La semaine de 4 jours implique une réduction ou une redistribution du temps de travail, avec des conséquences sur le salaire, les cotisations et l’organisation des équipes. Combiner les deux dispositifs (4 jours dont 2 en télétravail) reste rare et nécessite un accord spécifique.

Jeune femme en télétravail depuis sa cuisine, organisant ses jours de travail sur un planning mural

Outils et organisation : adapter le dispositif au nombre de jours à distance

Le choix du nombre de jours de télétravail par semaine détermine directement les outils nécessaires et le mode de management. À 1 jour, l’impact organisationnel reste marginal. À 2 ou 3 jours, l’entreprise doit repenser ses rituels d’équipe et ses outils de suivi.

Avec 2 jours de télétravail, les réunions d’équipe peuvent se concentrer sur les jours de présence. Le risque d’isolement reste faible. Les outils collaboratifs (visioconférence, messagerie, gestion de projet) complètent le présentiel sans le remplacer.

Au-delà de 3 jours, la dynamique bascule. Le présentiel devient l’exception, pas la règle. Les entreprises qui fonctionnent en full remote investissent massivement dans des outils asynchrones et des séminaires réguliers pour maintenir la cohésion. Ce modèle convient à certaines startups tech, mais nous observons qu’il reste marginal dans les PME et ETI françaises.

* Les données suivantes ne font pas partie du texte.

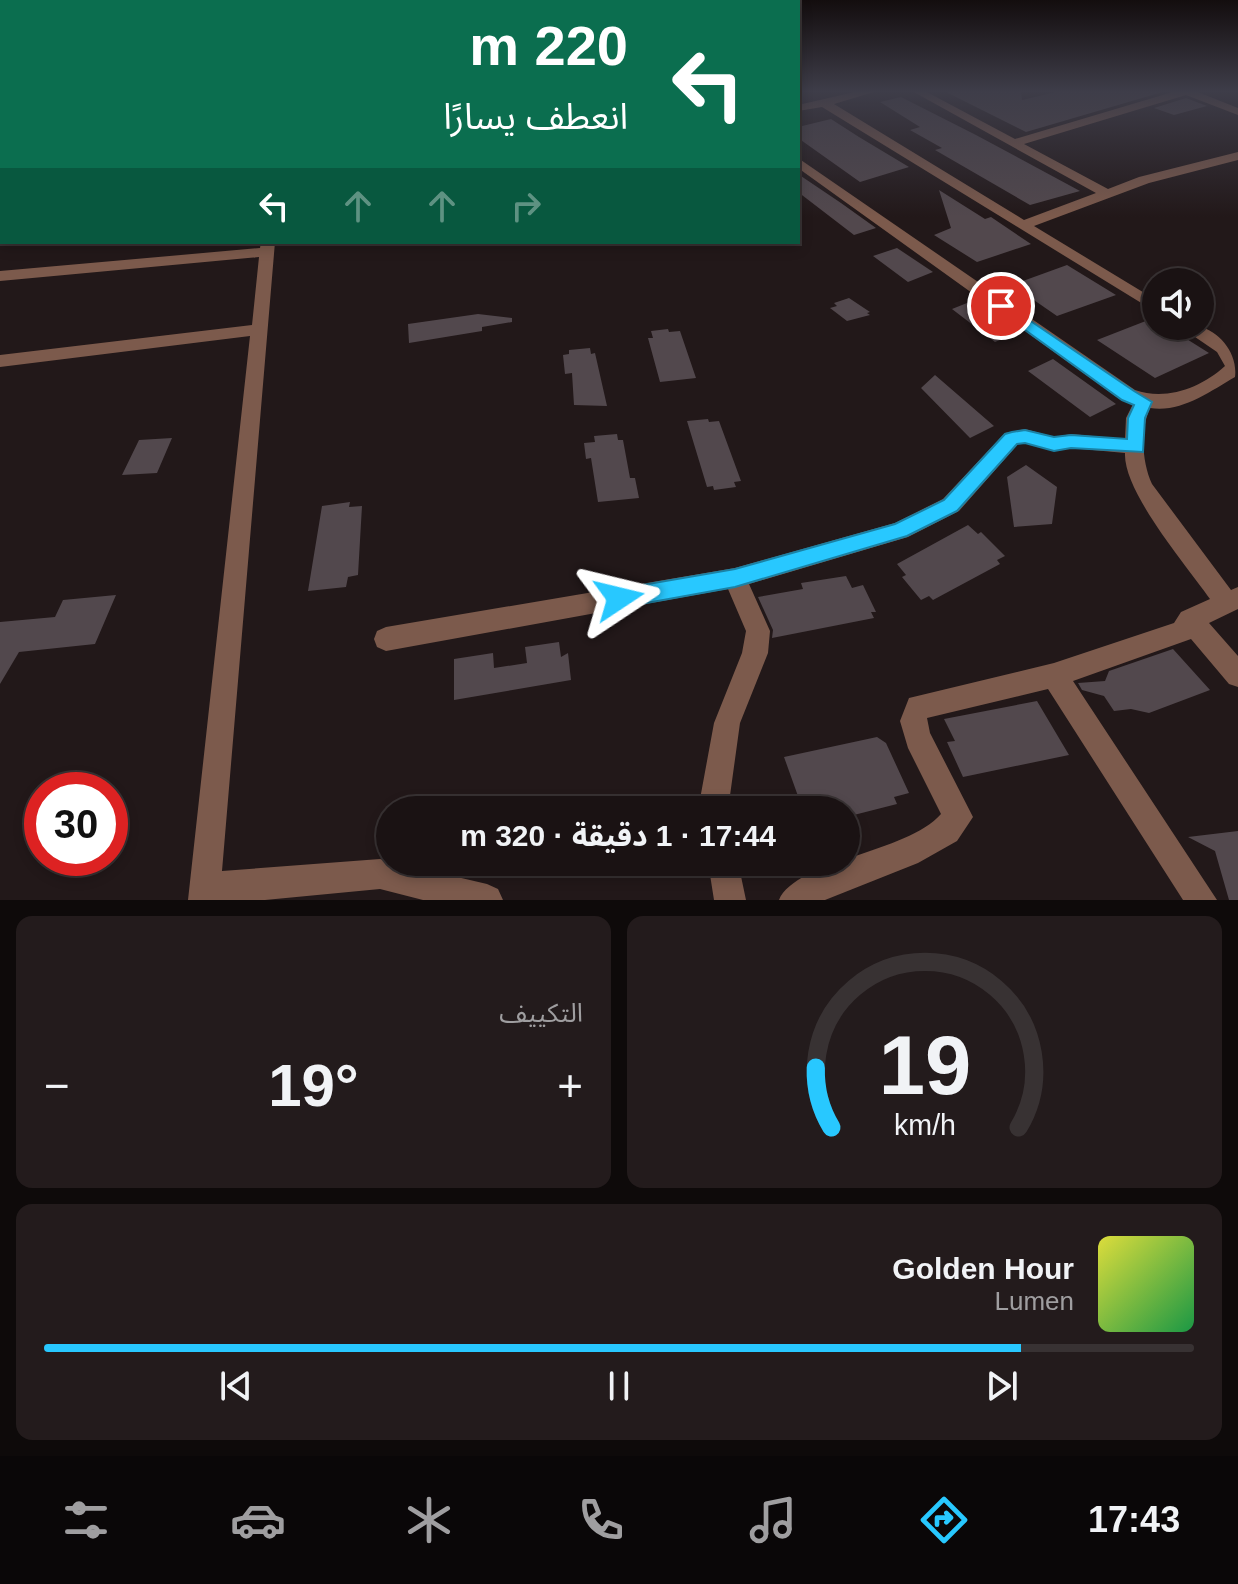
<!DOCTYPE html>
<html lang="ar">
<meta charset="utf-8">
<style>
:root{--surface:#1a1213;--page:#231b1c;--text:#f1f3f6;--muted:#9f9ea0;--line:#383233;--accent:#28c8ff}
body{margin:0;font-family:Arial,"Noto Sans Arabic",sans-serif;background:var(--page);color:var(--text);direction:rtl;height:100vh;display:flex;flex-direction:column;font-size:30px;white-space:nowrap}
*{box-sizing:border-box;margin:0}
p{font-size:26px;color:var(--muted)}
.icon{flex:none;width:44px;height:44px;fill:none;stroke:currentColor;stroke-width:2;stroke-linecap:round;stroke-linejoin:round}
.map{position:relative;height:900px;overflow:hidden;direction:ltr}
.panel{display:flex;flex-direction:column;gap:16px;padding:16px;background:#0e0a0a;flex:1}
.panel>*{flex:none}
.top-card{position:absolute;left:0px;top:0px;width:800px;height:244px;box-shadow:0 4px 12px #0003,0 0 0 2px var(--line);direction:rtl;background:#0b6e4f;color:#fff;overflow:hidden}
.controls{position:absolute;left:1142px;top:268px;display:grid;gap:16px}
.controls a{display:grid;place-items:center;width:72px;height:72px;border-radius:50%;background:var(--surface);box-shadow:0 4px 12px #0003,0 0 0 2px var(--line);font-size:40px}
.speed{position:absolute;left:24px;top:772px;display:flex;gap:16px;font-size:40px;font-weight:700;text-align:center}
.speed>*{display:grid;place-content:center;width:104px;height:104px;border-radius:50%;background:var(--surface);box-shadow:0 4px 12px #0003,0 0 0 2px var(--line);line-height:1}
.speed .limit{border:12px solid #d22;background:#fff;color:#111}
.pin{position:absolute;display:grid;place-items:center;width:68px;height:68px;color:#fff;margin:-34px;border:4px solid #fff;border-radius:50%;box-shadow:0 2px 8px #0007}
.me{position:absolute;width:88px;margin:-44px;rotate:80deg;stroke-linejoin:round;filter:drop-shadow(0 0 6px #0008)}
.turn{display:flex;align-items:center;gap:28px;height:168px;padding:0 40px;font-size:36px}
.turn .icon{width:104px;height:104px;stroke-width:2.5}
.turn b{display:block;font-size:56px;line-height:68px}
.lanes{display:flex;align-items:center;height:76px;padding:0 40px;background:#0003;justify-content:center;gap:40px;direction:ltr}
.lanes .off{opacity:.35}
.big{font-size:60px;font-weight:700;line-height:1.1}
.panel .widget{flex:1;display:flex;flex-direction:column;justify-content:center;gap:12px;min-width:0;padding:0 28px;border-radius:16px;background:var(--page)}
.panel .dial{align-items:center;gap:0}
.dial svg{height:208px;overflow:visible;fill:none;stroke:var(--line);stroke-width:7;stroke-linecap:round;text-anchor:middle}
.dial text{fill:var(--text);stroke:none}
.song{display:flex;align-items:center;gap:24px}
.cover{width:96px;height:96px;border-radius:12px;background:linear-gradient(135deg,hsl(60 70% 55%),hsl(140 70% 35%))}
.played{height:8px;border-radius:4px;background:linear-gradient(90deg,var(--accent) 85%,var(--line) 85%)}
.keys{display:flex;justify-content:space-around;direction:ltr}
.heat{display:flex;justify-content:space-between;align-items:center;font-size:44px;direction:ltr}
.panel .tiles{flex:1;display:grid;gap:16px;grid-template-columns:1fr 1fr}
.widget:last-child{grid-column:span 2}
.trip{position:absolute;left:376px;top:796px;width:484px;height:80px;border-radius:40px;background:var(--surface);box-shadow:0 4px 12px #0003,0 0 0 2px var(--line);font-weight:700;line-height:80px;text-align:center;direction:rtl}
.tabs{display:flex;height:128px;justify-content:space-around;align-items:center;background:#0a0708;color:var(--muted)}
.tabs .icon{width:56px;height:56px}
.tabs .active{color:var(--accent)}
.tabs b{font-size:36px;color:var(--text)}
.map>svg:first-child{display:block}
.building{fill:#52484d}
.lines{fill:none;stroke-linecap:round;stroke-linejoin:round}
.minor{fill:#7c5a4c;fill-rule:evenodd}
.route{fill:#28c8ff;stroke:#1a82a6;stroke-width:2}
</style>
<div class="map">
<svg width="1238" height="900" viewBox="0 0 1238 900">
<rect width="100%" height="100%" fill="#221819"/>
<path class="building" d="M944 91H1021L1022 100 1060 91H1166L1026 132Z
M901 97 976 135 1080 191 1030 205 935 150 942 148 910 130 920 127 880 102Z
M1186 98 1207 106 1174 115 1154 108Z
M831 119 859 137 909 167 860 182 798 138V127Z
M798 174 841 203 876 228 854 235 798 192Z
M939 190 985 219 991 217 1031 244 977 262 934 235 951 228Z
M897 248 933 272 908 282 873 256Z
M1067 265 1116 295 1057 316 1012 285Z
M849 298 870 312 867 313 870 315 847 321 830 308 837 306 834 303Z
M972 301 1017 333 995 342 952 309Z
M478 314 512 318V322L482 327V331L409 343 408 324Z
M1156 317V326H1166L1209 353 1155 378 1097 340Z
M668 329 669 332 680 331 696 378 660 382 648 338H653L651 331Z
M590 348 591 354 595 353 607 406 574 405 572 373 565 374 563 355 569 354V350Z
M1053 359 1116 404 1090 417 1028 371Z
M935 375 994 426 970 438 921 388Z
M708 419 709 422 719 421 741 481 734 482 736 487 714 490 713 486 707 487 687 421Z
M617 434 618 440H623L630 478H635L639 498 598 502 591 458 586 459 584 443 595 442 594 436Z
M172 438 157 473 122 475 139 440Z
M1026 465 1057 487 1052 524 1014 527 1007 477Z
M350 502 349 507 362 506 358 575 348 577 346 587 308 591 322 506Z
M968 525 978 534 981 532 1005 556 997 560 1000 564 933 600 929 596 921 600 902 577 906 575 897 564Z
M846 576 852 588 863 585 876 612H871L874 618 772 638 773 630 758 597 803 589 801 583Z
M116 595 95 644 19 652 0 684V622L55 617 63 600Z
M559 642 561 657 568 653 571 680 454 700V659L493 653 494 668 527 663 525 647Z
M1173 649 1210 690 1149 713 1131 709 1114 711 1104 696 1082 690 1078 683 1105 681 1109 671Z
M1037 701 1069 755 963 777 947 742 955 741 944 719Z
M877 737 886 743 909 793 894 797 897 804 846 817V810H803L784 757Z
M1238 831V900H1229L1215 851 1188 837Z"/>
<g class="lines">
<path class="minor" d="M859 91H877L834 104 1024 220 1096 193 912 91H925L1015 139 1176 91H1195L1238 108V115L1186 95 1024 144 1108 189 1139 177 1238 152V160L1149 183 1034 226 1156 300V312L822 107 798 111V105Z
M798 158 1135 390C1166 401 1201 388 1225 366L1217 352 1179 326C1184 326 1193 325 1198 326 1220 331 1238 354 1235 377 1209 392 1181 413 1150 408 1140 430 1142 463 1152 484L1231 590 1238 587V609L1209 623 1238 656V687L1229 684 1191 639 1073 681 1217 900H1183L1048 689 927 718 930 733 973 817 957 841 918 863 825 900H779C796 860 907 853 941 814L908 748 900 721 909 698 1054 663 1174 623 1181 612 1210 599C1187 566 1123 492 1125 453L1071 448 1054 451 1025 443 1018 444 959 511 908 537 749 584 770 631 768 653 740 723 728 810H698L714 723 742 653 746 631 728 589 386 651 377 647 374 639 377 631 386 627 735 568 895 523 943 499 1005 433 1025 429 1054 437 1071 434 1125 439 1126 418 1133 404 1121 400 798 168Z
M261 242H275L222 871 380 859 487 884 498 889 503 900H423L380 889 265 900H188L250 336 0 367V355L252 325 259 257 0 281V271L260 248Z
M708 862H738L746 900H714Z"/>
</g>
<linearGradient id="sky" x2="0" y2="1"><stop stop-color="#130d0e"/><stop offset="0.42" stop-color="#3e3d49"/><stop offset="1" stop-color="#3e3d49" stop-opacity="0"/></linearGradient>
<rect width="1238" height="217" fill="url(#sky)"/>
<path class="route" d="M1001 301 1134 391 1152 402 1145 418 1143 452 1071 448 1054 451 1025 443 1017 444 957 511 907 536 735 587 619 608 611 605 608 598 611 592 619 589 735 569 895 524 944 500 1005 434 1012 432 1025 430 1054 437 1071 435 1127 439 1128 418 1134 405 1122 400 996 309 994 306Z"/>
</svg>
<div class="controls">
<a><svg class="icon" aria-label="sound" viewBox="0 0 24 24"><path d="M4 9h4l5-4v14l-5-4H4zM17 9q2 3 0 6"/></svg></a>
</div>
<div class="speed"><div class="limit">30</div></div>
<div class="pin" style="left:1001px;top:306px;background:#d93025"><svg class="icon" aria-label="arrive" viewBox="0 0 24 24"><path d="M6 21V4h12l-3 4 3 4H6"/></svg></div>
<svg class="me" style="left:619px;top:598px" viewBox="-20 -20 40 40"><path d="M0-17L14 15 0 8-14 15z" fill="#28c8ff" stroke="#fff" stroke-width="4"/></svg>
<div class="trip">17:44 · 1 دقيقة · 320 m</div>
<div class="top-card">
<div class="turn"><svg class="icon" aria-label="left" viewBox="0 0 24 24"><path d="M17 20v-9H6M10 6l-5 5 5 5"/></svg><div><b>220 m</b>انعطف يسارًا</div></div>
<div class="lanes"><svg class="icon" aria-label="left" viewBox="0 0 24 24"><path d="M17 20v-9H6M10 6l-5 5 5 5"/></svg><svg class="icon off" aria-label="ahead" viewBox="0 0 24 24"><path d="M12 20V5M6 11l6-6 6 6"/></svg><svg class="icon off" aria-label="ahead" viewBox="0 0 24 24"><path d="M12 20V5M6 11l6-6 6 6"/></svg><svg class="icon off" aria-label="right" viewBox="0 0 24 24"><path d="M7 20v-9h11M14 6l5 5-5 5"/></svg></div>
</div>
</div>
<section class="panel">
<div class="tiles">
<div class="widget dial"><svg viewBox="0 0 100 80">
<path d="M14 69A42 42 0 1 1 86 69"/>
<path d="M14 69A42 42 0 0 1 8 46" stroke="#28c8ff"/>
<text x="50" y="56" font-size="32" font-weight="700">19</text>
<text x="50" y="72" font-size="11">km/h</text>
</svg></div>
<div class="widget"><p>التكييف</p>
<div class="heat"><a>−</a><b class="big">19°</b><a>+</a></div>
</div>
<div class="widget">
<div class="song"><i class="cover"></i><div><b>Golden Hour</b><p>Lumen</p></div></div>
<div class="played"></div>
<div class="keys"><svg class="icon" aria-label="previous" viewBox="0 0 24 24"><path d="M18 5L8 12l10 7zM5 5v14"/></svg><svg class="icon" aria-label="pause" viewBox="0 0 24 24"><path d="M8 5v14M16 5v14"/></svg><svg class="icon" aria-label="next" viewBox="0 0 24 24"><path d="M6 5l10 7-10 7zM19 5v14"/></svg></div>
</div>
</div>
</section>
<nav class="tabs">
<b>17:43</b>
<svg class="icon active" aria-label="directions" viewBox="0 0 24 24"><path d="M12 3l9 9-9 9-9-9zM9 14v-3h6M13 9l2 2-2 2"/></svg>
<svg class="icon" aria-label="music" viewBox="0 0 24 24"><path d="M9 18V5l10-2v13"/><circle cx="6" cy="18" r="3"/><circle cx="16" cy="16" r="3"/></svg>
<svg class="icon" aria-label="phone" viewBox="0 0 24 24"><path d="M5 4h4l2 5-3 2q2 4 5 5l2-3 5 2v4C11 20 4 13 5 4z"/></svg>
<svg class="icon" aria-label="climate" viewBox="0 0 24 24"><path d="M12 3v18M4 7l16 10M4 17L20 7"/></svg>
<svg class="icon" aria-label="car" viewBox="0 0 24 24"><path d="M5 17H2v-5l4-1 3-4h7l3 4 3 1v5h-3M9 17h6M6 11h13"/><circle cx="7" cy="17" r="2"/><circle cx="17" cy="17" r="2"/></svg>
<svg class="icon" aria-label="filters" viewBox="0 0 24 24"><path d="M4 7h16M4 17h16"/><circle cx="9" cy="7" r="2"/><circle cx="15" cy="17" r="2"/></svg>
</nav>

Le nombre de jours de télétravail n’est pas un avantage social à négocier à la hausse. C’est un paramètre d’organisation qui engage la productivité, le cadre juridique et la vie d’équipe. Les entreprises qui stabilisent leur dispositif autour de 2 jours par semaine ne font pas un compromis tiède : elles appliquent ce que les données disponibles confirment comme le point d’équilibre le plus solide entre flexibilité et engagement.